This topic describes how to configure a sync node by using the codeless user interface (UI).

Development process

  1. Create connections.
  2. Create a batch sync node.
  3. Configure a connection to the source data store.
  4. Configure a connection to the destination data store.
  5. Map the fields in the source and destination tables.
  6. Configure channel control policies, such as the maximum transmission rate and the maximum number of dirty data records allowed.
  7. Configure the node properties.

Create connections

A sync node can synchronize data between various homogeneous and heterogeneous data stores. Log on to the DataWorks console. Go to the DataStudio page of the workspace in which you want to create connections and click the Workspace Manage icon in the upper-right corner. On the page that appears, click Data Source in the left-side navigation pane. On the Data Source page, click New data source in the upper-right corner. In the Add data source dialog box, create a connection. For more information, see Connection configuration.

After you create a connection, you can select it when you configure a sync node on the DataStudio page. For more information about the types of connections that Data Integration supports, see Supported data sources, readers, and writers.
Note
  • Data Integration does not support connectivity testing for some types of connections. For more information, see Select a network connectivity solution.
  • If an on-premises data store does not have a public IP address or is not accessible from a network, the connectivity testing fails when you configure the connection. To resolve the connection failure, you can create a custom resource group. For more information, see Create a custom resource group for Data Integration. If a data store is not accessible from a network, Data Integration cannot obtain the table schema. In this case, you can configure a sync node for this data store only in the code editor.

Create a workflow

  1. Log on to the DataWorks console.
  2. In the left-side navigation pane, click Workspaces.
  3. After you select the region where the required workspace resides, find the workspace and click Data Analytics.
  4. On the DataStudio page, move the pointer over the Create icon icon and select Workflow.
  5. In the Create Workflow dialog box, set the Workflow Name and Description parameters.
    Notice The workflow name must be 1 to 128 characters in length and can contain letters, digits, underscores (_), and periods (.). It is not case-sensitive.
  6. Click Create.

Create a batch sync node

  1. Click the workflow that you created in the previous step to show its content and right-click Data Integration.
  2. Choose Create > Batch Synchronization.
  3. In the Create Node dialog box, set the Node Name and Location parameters.
    Notice The node name must be 1 to 128 characters in length and can contain letters, digits, underscores (_), and periods (.). It is not case-sensitive.
  4. Click Commit.

Select a connection to the source data store and a source table

After you create a batch sync node, you must select a connection to the source data store and a source table. Data source
Note
  • For more information about how to set the parameters in the Source section, see Reader configuration.
  • By default, a maximum of 25 tables in the selected data store are displayed in the Table drop-down list. If the selected data store contains more than 25 tables and the table that you want to select is not displayed in the Table drop-down list, enter the name of the table in the Table field. Alternatively, configure the batch sync node in the code editor.
  • Some sync nodes may need to synchronize incremental data. In this case, you can use the scheduling parameters of DataWorks to specify the date and time for incremental data synchronization. For more information, see Configure scheduling parameters.
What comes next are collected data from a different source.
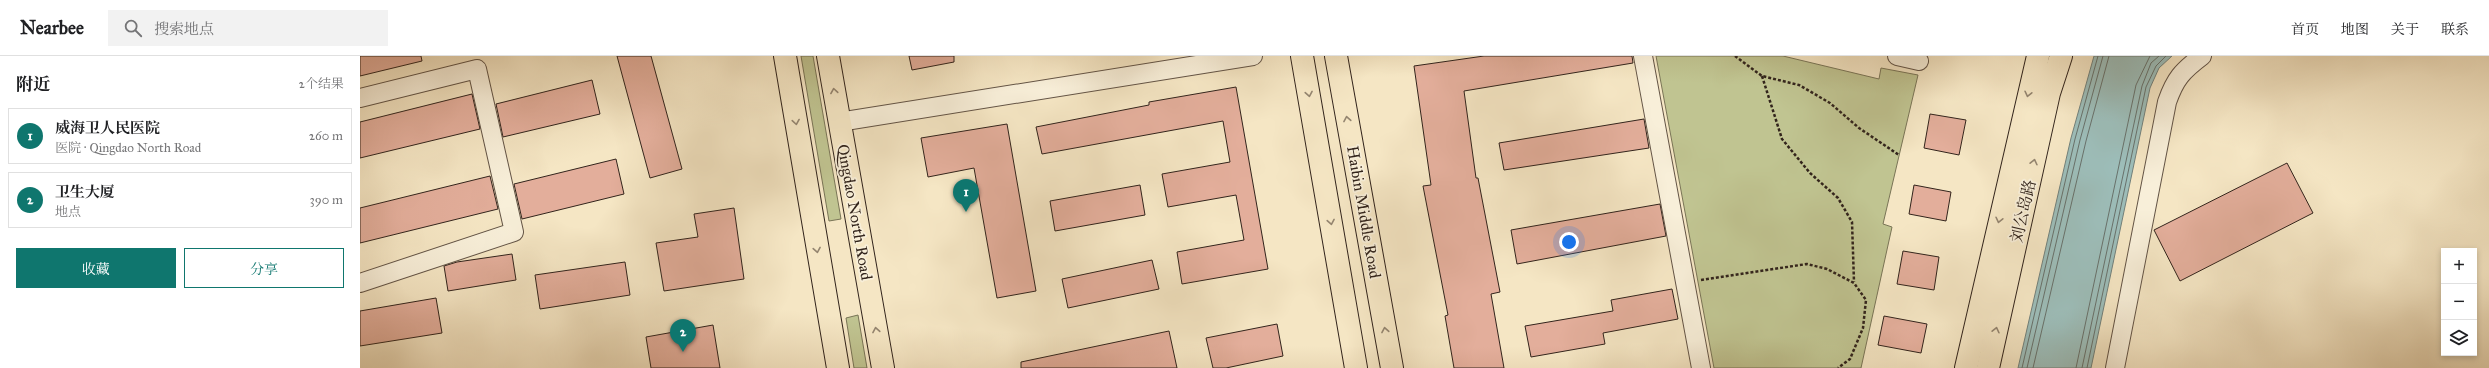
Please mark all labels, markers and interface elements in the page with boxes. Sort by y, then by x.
search box [108,10,388,46]
text: Nearbee [20,16,84,39]
icon: search [122,17,144,39]
text: 搜索地点 [154,20,214,38]
text: 首页 [2291,21,2319,38]
text: 地图 [2341,21,2369,38]
text: 关于 [2391,21,2419,38]
text: 联系 [2441,21,2469,38]
text: 附近 [16,74,50,95]
text: 2个结果 [299,76,344,92]
one-way arrow [830,88,839,94]
one-way arrow [2024,90,2032,97]
one-way arrow [1304,91,1313,98]
one-way arrow [1343,116,1352,122]
text: 威海卫人民医院 [55,119,160,137]
one-way arrow [791,119,800,125]
text: 1 [27,128,33,144]
text: 260 m [309,128,343,144]
text: 医院 · Qingdao North Road [55,140,201,156]
street label: Qingdao North Road [833,143,876,282]
street label: Haibin Middle Road [1343,144,1385,280]
one-way arrow [2029,159,2037,165]
street label: 刘公岛路 [2007,178,2039,244]
pin: 1 [953,179,979,212]
text: 卫生大厦 [55,183,115,201]
text: 2 [27,192,33,208]
text: 390 m [310,192,343,208]
text: 地点 [55,204,81,220]
one-way arrow [1996,217,2004,224]
one-way arrow [1326,219,1335,226]
your location [1559,232,1579,252]
one-way arrow [813,247,821,253]
button: 收藏 [16,248,176,288]
button: 分享 [184,248,344,288]
map controls [2441,248,2477,356]
button: + [2441,248,2477,284]
button: − [2441,284,2477,320]
pin: 2 [670,319,696,352]
button: layers [2441,320,2477,356]
one-way arrow [872,326,881,333]
one-way arrow [1381,327,1389,333]
one-way arrow [1992,327,2000,333]

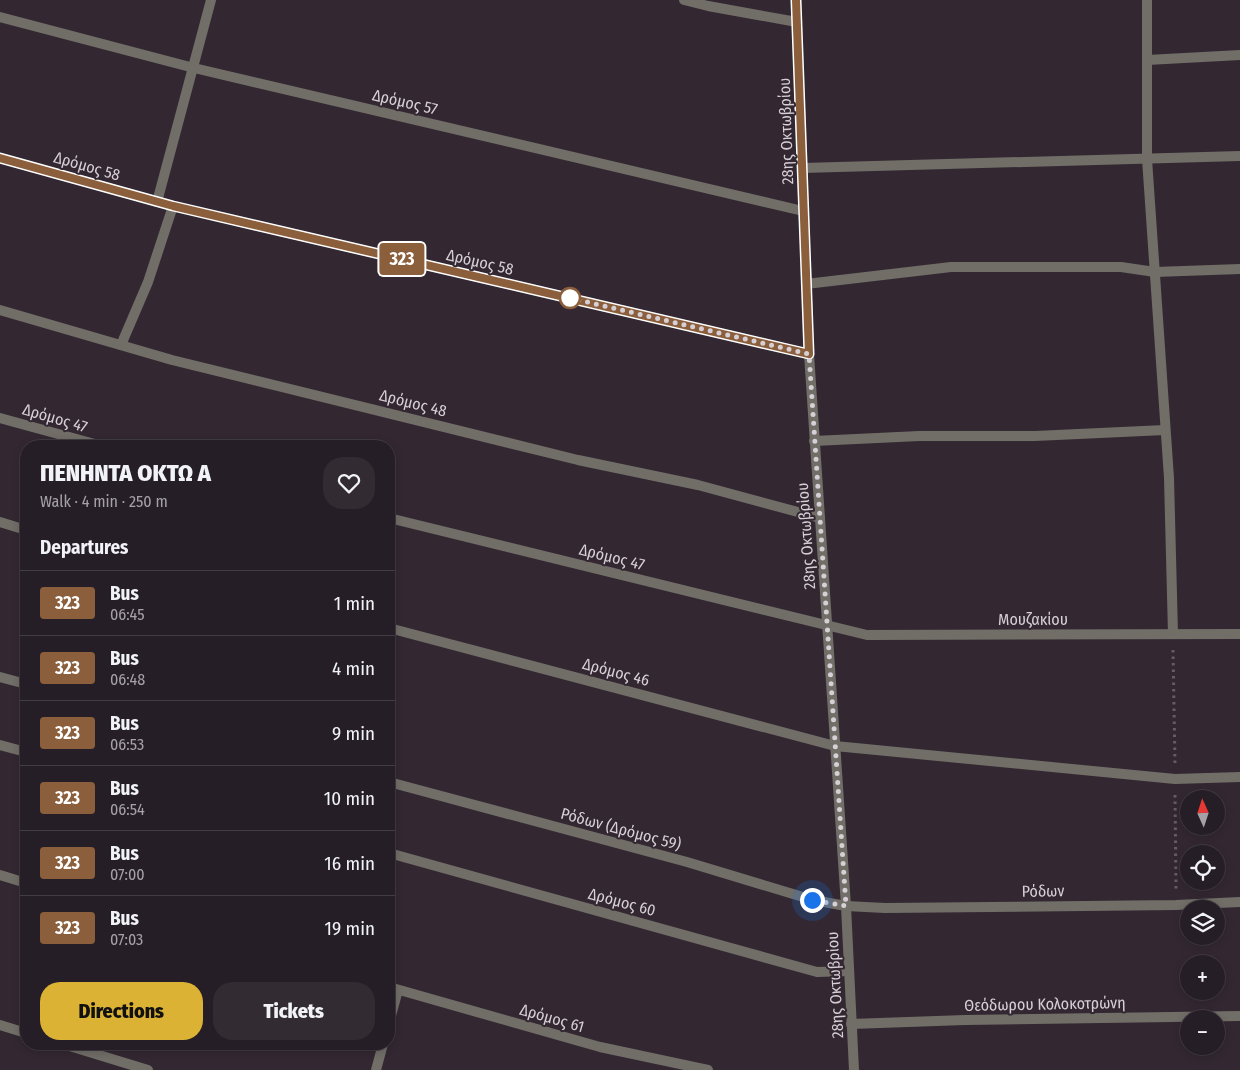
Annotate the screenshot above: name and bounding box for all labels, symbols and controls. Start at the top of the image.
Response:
street label: 28ης Οκτωβρίου [775,77,797,185]
street label: Δρόμος 57 [371,85,440,119]
street label: Δρόμος 58 [52,147,122,185]
line badge: 323 [373,243,431,275]
street label: Δρόμος 58 [445,245,515,279]
text: 323 [389,248,415,270]
unlabelled marker [559,287,581,309]
street label: Δρόμος 48 [377,385,449,421]
street label: Δρόμος 47 [20,400,90,436]
button: heart [323,457,375,509]
text: ΠΕΝΗΝΤΑ ΟΚΤΩ Α [40,459,211,487]
street label: 28ης Οκτωβρίου [793,482,819,590]
text: Walk · 4 min · 250 m [40,492,168,511]
text: Departures [40,536,128,559]
street label: Δρόμος 47 [577,540,647,574]
text: Bus [110,582,139,605]
text: 323 [55,592,80,614]
text: 1 min [334,592,375,615]
text: 06:45 [110,605,145,624]
street label: Μουζακίου [998,610,1068,629]
text: Bus [110,647,139,670]
street label: Δρόμος 46 [580,654,652,690]
text: 323 [55,657,80,679]
text: 4 min [332,657,375,680]
text: 06:48 [110,670,145,689]
text: Bus [110,712,139,735]
text: 323 [55,722,80,744]
text: 9 min [332,722,375,745]
text: 06:53 [110,735,144,754]
text: Bus [110,777,139,800]
text: 323 [55,787,80,809]
text: 10 min [324,787,375,810]
north arrow [1180,790,1225,835]
map controls [1180,790,1225,1055]
text: 06:54 [110,800,145,819]
street label: Ρόδων (Δρόμος 59) [559,804,683,854]
text: Bus [110,842,139,865]
button: locate [1180,845,1225,890]
text: 323 [55,852,80,874]
text: 16 min [324,852,375,875]
text: 07:00 [110,865,145,884]
street label: Ρόδων [1021,881,1065,901]
street label: Δρόμος 60 [586,884,658,920]
your location [800,888,825,913]
button: layers [1180,900,1225,945]
text: Bus [110,907,139,930]
text: 323 [55,917,80,939]
text: 19 min [324,917,375,940]
text: 07:03 [110,930,143,949]
street label: 28ης Οκτωβρίου [823,931,847,1039]
button: + [1180,955,1225,1000]
button: Directions [40,982,203,1040]
button: Tickets [213,982,375,1040]
street label: Θεόδωρου Κολοκοτρώνη [964,993,1126,1015]
street label: Δρόμος 61 [518,1000,586,1036]
button: − [1180,1010,1225,1055]

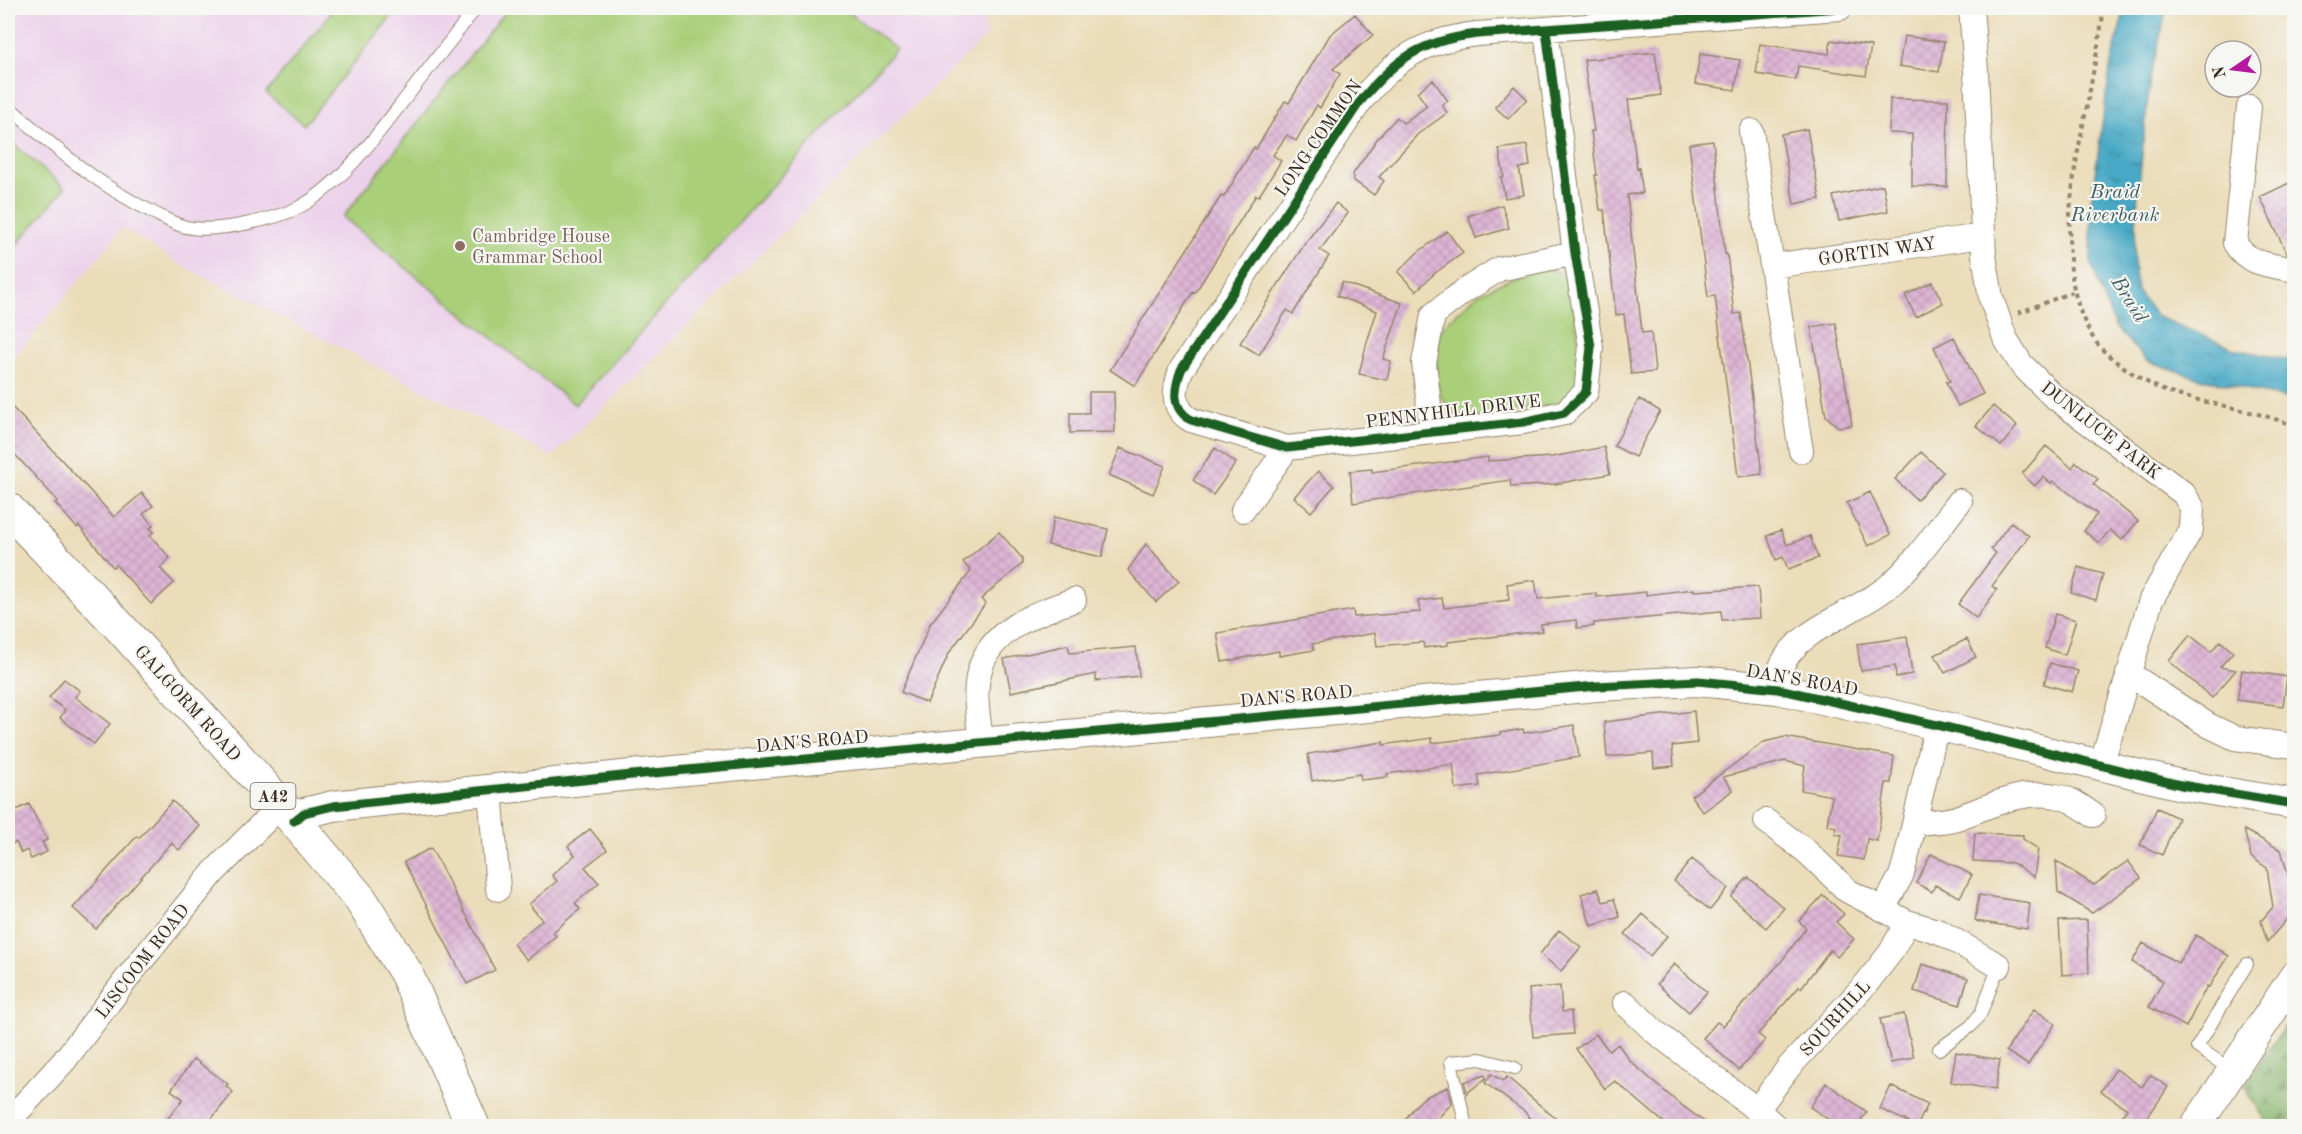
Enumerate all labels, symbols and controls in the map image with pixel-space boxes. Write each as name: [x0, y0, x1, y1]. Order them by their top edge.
north arrow: [2203, 39, 2263, 99]
text: N: [2211, 64, 2230, 80]
street label: LONG COMMON: [1272, 77, 1366, 200]
water label: Braid Riverbank: [2070, 183, 2160, 226]
place label: Cambridge House Grammar School: [472, 228, 610, 267]
street label: GORTIN WAY: [1817, 235, 1937, 269]
marker: Cambridge House Grammar School: [453, 239, 467, 253]
water label: Braid: [2106, 273, 2150, 327]
street label: DUNLUCE PARK: [2037, 379, 2164, 483]
street label: PENNYHILL DRIVE: [1365, 392, 1542, 432]
street label: GALGORM ROAD: [131, 642, 244, 765]
street label: DAN'S ROAD: [1745, 662, 1859, 700]
street label: DAN'S ROAD: [1239, 683, 1353, 711]
street label: DAN'S ROAD: [755, 728, 869, 756]
road number: A42: [250, 783, 296, 809]
street label: LISCOOM ROAD: [93, 901, 193, 1022]
street label: SOURHILL: [1797, 977, 1874, 1060]

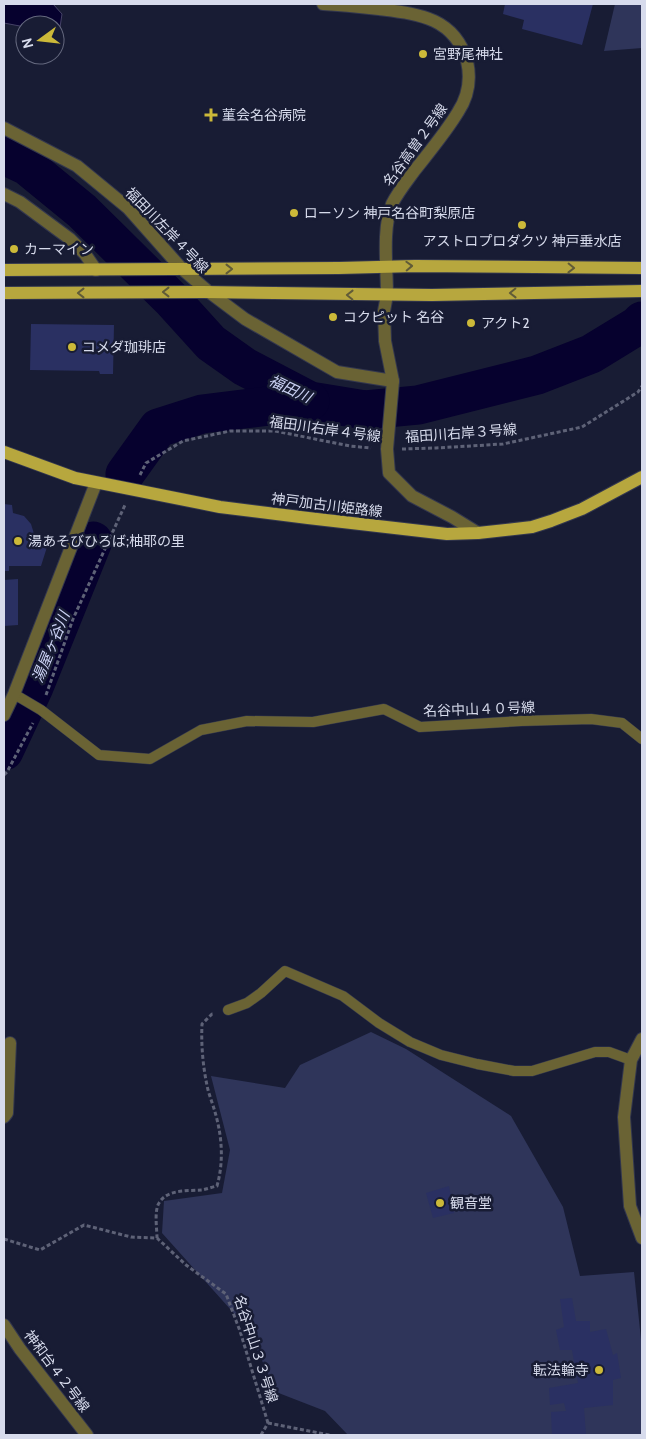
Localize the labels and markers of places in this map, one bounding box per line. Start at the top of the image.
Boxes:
place label: 宮野尾神社 [433,45,503,63]
marker: 宮野尾神社 [417,48,429,60]
place label: 菫会名谷病院 [222,106,306,124]
marker: 菫会名谷病院 [204,108,218,122]
place label: ローソン 神戸名谷町梨原店 [304,204,475,222]
marker: ローソン 神戸名谷町梨原店 [288,207,300,219]
marker: アストロプロダクツ 神戸垂水店 [516,219,528,231]
place label: アストロプロダクツ 神戸垂水店 [422,232,622,250]
place label: カーマイン [24,240,94,258]
marker: カーマイン [8,243,20,255]
place label: コクピット 名谷 [343,308,444,326]
marker: コクピット 名谷 [327,311,339,323]
place label: アクト2 [481,314,530,332]
marker: アクト2 [465,317,477,329]
place label: コメダ珈琲店 [82,338,166,356]
marker: コメダ珈琲店 [66,341,78,353]
place label: 湯あそびひろば;柚耶の里 [28,532,185,550]
marker: 湯あそびひろば;柚耶の里 [12,535,24,547]
place label: 観音堂 [450,1194,492,1212]
marker: 観音堂 [434,1197,446,1209]
place label: 転法輪寺 [533,1361,589,1379]
marker: 転法輪寺 [593,1364,605,1376]

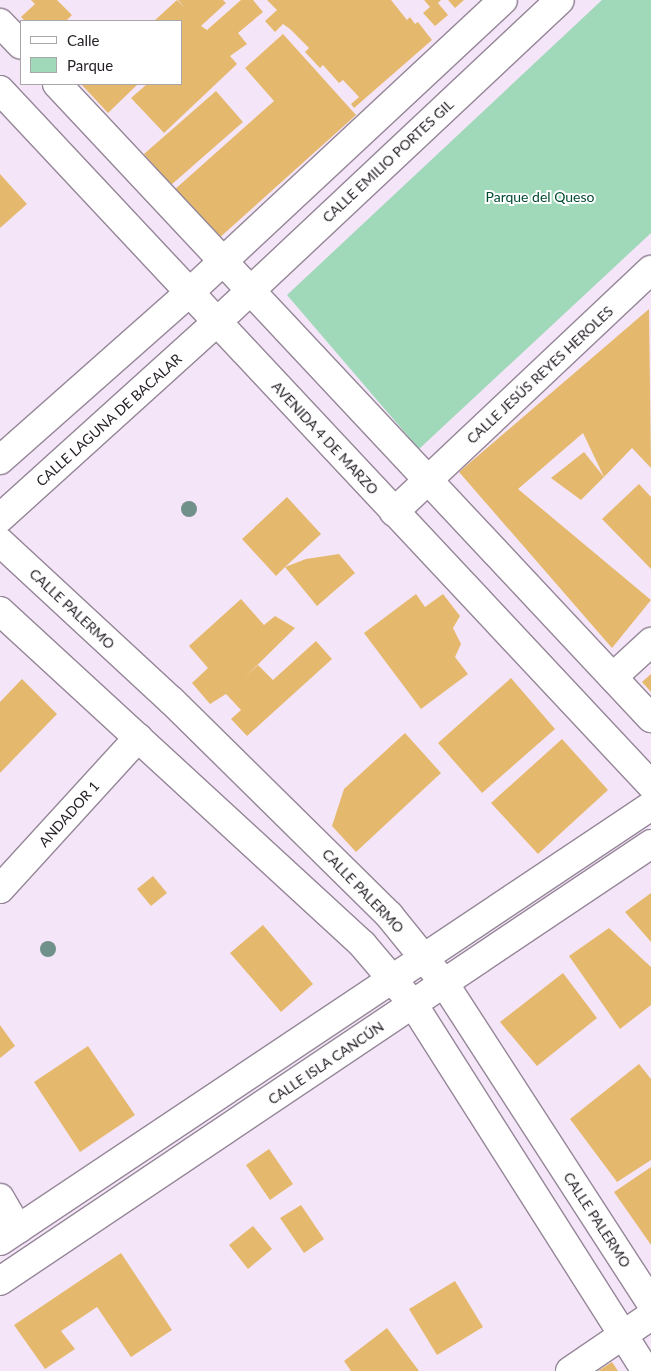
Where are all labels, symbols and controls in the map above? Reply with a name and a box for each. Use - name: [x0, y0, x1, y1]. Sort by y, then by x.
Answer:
- legend: [20, 20, 182, 85]
- text: Calle: [67, 31, 99, 49]
- text: Parque: [67, 56, 113, 74]
- street label: CALLE EMILIO PORTES GIL: [319, 96, 457, 226]
- park label: Parque del Queso: [485, 189, 595, 205]
- street label: CALLE JESÚS REYES HEROLES: [463, 303, 617, 447]
- street label: CALLE LAGUNA DE BACALAR: [33, 350, 185, 490]
- street label: AVENIDA 4 DE MARZO: [268, 378, 382, 498]
- street label: CALLE PALERMO: [26, 565, 118, 653]
- street label: ANDADOR 1: [35, 778, 103, 850]
- street label: CALLE PALERMO: [319, 845, 407, 937]
- street label: CALLE ISLA CANCÚN: [265, 1018, 387, 1108]
- street label: CALLE PALERMO: [560, 1169, 634, 1271]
Select a connection to the destination data store and a destination table

After you select a connection to the source data store and a source table, you must select a connection to the destination data store and a destination table.
Note
  • For more information about how to set the parameters in the Target section, see Writer configuration.
  • You can specify the write mode, for example, overwriting or appending, for most sync nodes. The write mode that you can specify for a sync node varies based on the connection type that you selected.

Map the fields in the source and destination tables

After you specify the source and destination tables, you must specify the mappings between fields in the source and destination tables. You can click Map Fields with the Same Name, Map Fields in the Same Line, Delete All Mappings, or Auto Layout to perform related operations. Mappings section
GUI element Description
Map Fields with the Same Name Click Map Fields with the Same Name to establish a mapping between fields with the same name. The data types of the fields must match.
Map Fields in the Same Line Click Map Fields in the Same Line to establish a mapping between fields in the same row. The data types of the fields must match.
Delete All Mappings Click Delete All Mappings to remove mappings that have been established.
Auto Layout Click Auto Layout to sort the fields based on specified rules.
Change Fields Click the Change Fields icon. In the Change Fields dialog box, you can manually edit the fields in the source table. Each field occupies a row. The first and the last blank rows are included, whereas other blank rows are ignored.
Add
  • Click Add to add a field. You can enter constants. Each constant must be enclosed in single quotation marks (' '), for example, 'abc' and '123'.
  • You can use scheduling parameters such as ${bizdate}.
  • You can enter functions that are supported by relational databases, for example, now() and count(1).
  • Fields that cannot be parsed are indicated by Unidentified.
Note Make sure that the data type of a source field is the same as or compatible with that of the mapped destination field.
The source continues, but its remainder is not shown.